- _Description of the task_:
Your job is to transcribe all the records that follow, excluding any pictures.

- _Data section_:
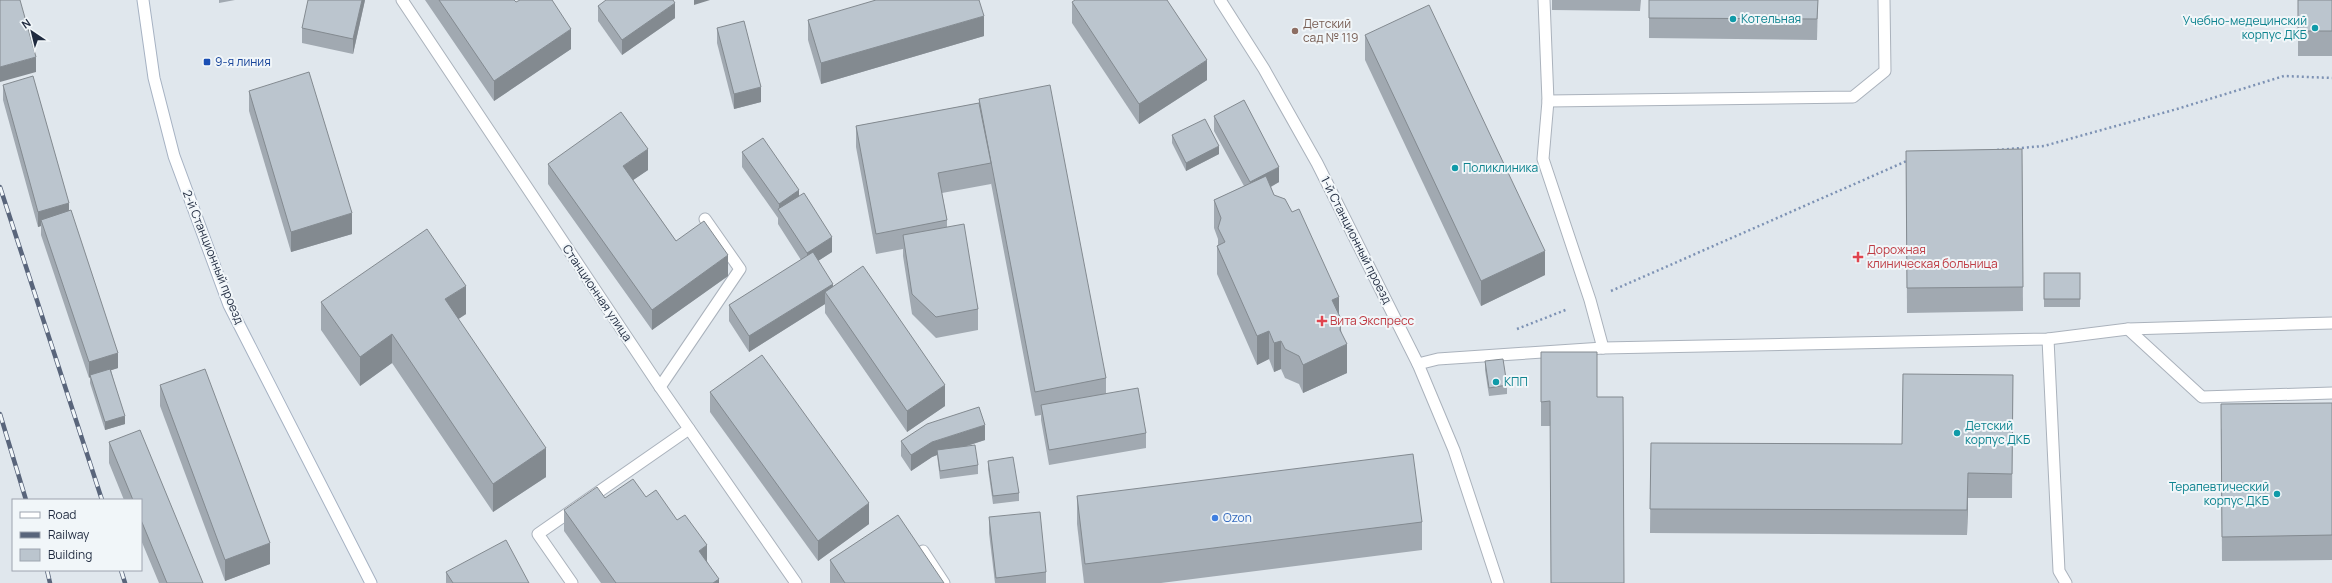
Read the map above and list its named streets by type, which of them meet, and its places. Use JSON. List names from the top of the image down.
{
  "streets": {
    "street": ["1-й Станционный проезд", "2-й Станционный проезд", "Станционная улица"]
  },
  "places": {
    "other": [
      "Котельная",
      "Учебно-медецинский корпус ДКБ",
      "Детский сад № 119",
      "Поликлиника",
      "КПП",
      "Детский корпус ДКБ",
      "Терапевтический корпус ДКБ",
      "Ozon"
    ],
    "transit": ["9-я линия"],
    "health": ["Дорожная клиническая больница", "Вита Экспресс"]
  },
  "legend": ["Road", "Railway", "Building"],
  "north": "top left"
}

- _Result of the exercise_:
Read the map above and list its named streets by type, which of them meet, and its places. Use JSON. List names from the top of the image down.
{
  "streets": {
    "street": ["1-й Станционный проезд", "2-й Станционный проезд", "Станционная улица"]
  },
  "places": {
    "other": [
      "Котельная",
      "Учебно-медецинский корпус ДКБ",
      "Детский сад № 119",
      "Поликлиника",
      "КПП",
      "Детский корпус ДКБ",
      "Терапевтический корпус ДКБ",
      "Ozon"
    ],
    "transit": ["9-я линия"],
    "health": ["Дорожная клиническая больница", "Вита Экспресс"]
  },
  "legend": ["Road", "Railway", "Building"],
  "north": "top left"
}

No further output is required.